Pesticide Uptake Challenges

Once a phloem-travelling systemic pesticide has been applied to the leaf surface, it must make its way into the plant and through the leaf tissue to reach the phloem. Leaf surfaces, including the stomatal chamber, are coated in a waxy substance called the cuticle, which helps protect the plant from desiccation. The cuticle consists of an insoluble membrane of polymers, usually cutin a polyester polymer and sometimes cutan a hydrocarbon polymer, studded with and covered by soluble wax platelets (5). Because many pesticides are applied directly to the leaf surface, pesticide-cuticle interactions will determine the ability of a pesticide to penetrate plant tissues. Further complicating matters, the cuticle tends to increase in polarity as you move further into the plant (4). The external cuticle is largely wax-coated, while the interior cuticle has less wax and more pectin, a water-soluble compound you might have experience with if you’ve ever made jelly. Once a compound enters a plant cell, it is dealing with an aqueous and therefor highly polar environment.

Polarity is really best thought of as a spectrum with a variety of related terms that describe other characteristics related to the polarity of a compound. A similar parameter that impacts pesticide permeability is lipophilicity, or how attractive lipids are to a particular compound. A pesticide that is neutral and lipophilic will have better cuticle penetration than either charged or lipophobic (lipid “fearing”) compounds (6). However, if the compound is highly lipophilic, it is more likely to get hung up on the outer layer of the cuticle rather than migrating into the increasingly polar environment of the plant, as would be desirable in a systemic pesticide (5). Ideally, the polarity and lipophilicity of the compound should be carefully balanced to optimize pesticide penetration of plant tissues (5). Compounds that fall in the middle rather than at either extreme will have the best uptake and translocation.

Another issue that foliar-applied pesticides have to contend with is the physical environment of the leaf surface itself.
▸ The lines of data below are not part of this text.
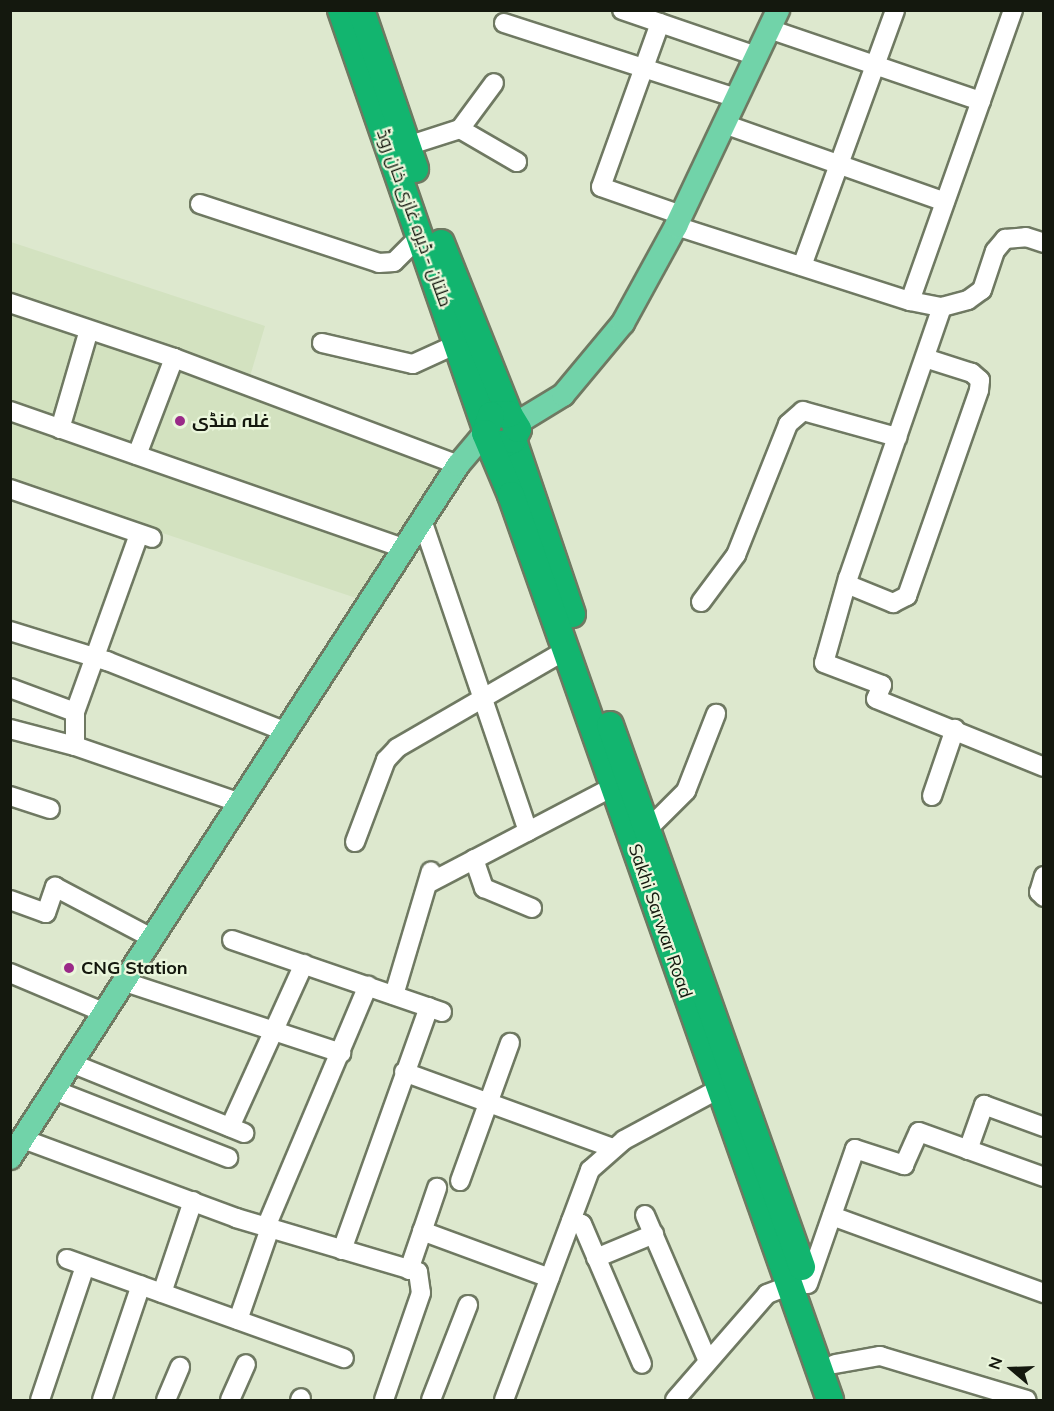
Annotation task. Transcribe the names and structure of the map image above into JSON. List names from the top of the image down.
{
  "streets": {
    "highway": ["ملتان - ڈیرہ غازی خان روڈ", "Sakhi Sarwar Road"]
  },
  "crossings": [
    ["ملتان - ڈیرہ غازی خان روڈ", "Sakhi Sarwar Road"]
  ],
  "places": ["غلہ منڈی", "CNG Station"],
  "north": "left"
}
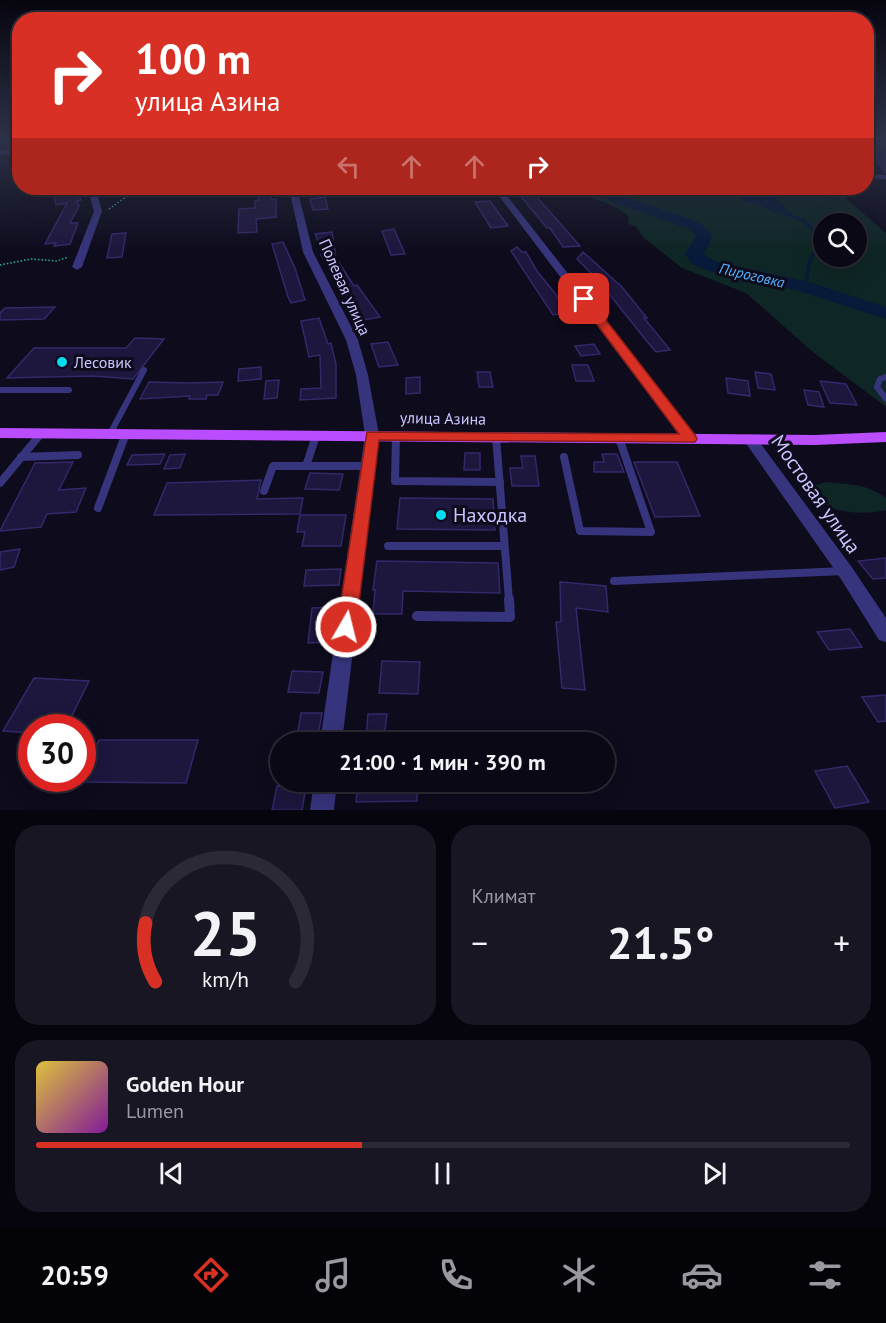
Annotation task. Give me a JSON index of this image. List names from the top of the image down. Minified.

We’ve talked about potential chemical interactions with the cuticle, but pesticides can also interact physically with the leaf surface. The surface of the average leaf is likely to have cuticle protrusions, hairs, and glandular structures. Cannabis has many of these structures, including glandular stalked trichomes, embedded resin glands, and nonglandular trichomes (7). These structures can and do prevent compounds that have high surface tension from making adequate contact with the leaf surface, hampering their ability to enter plant tissues and be systemically distributed (5). Adding a separate compound, such as a surfactant or emulsifier, to pesticides with known high surface tension prior to application can help to mitigate some of these issues by reducing surface tension.

Another complicating factor for systemic pesticides is that the qualities that enhance cuticle permeability, namely moderate lipophilicity and a neutral charge, are different from those that favor phloem mobility. Phloem mobility is enhanced when a compound has intermediate lipophilicity and weak acidity (5). This is thought to be the case because the phloem of many plants is slightly basic, with the pH for a sampling of species ranging between 7.2–8.5 (8). Because little is known about the physiology of cannabis plants, researching the chemical properties of the phloem, particularly pH, could be helpful in predicting pesticidal compounds that are more likely to become phloem-mobile.

Pesticide Research

Researchers of systemic pesticides are already wise to the value an understanding of plant physiology can provide to their work. Systemic pesticides must be carefully designed with plant physiology in mind in order for them to be able to enter plant tissues and operate effectively. Theoretical models have been designed that discuss how to enhance the phloem mobility of a wide range of compounds based on features that render native plant compounds phloem-mobile. In particular, in 1994 Kleier predicted that three types of chemical modifications would increase the phloem-mobility of pesticidal compounds: conjugation with a sugar (sweetening), adding an acidic functional group (souring), and forming quaternary salts from basic parent compounds (salting) (9). How sweetening a pesticide could enhance mobility is fairly intuitive since the phloem is the sugar transport highway of the plant. Adding an acid functional group should enhance phloem mobility because the phloem is a slightly basic environment. The fact that many plant signaling molecules have acid functional groups supports this hypothesis (9). Quaternization will hypothetically lower the pH of a weakly basic compound enough to render it phloem-mobile (9). One caveat of these modifications is that care should be taken to ensure that they do not deactivate the potential pesticide, rendering its mobility a moot point.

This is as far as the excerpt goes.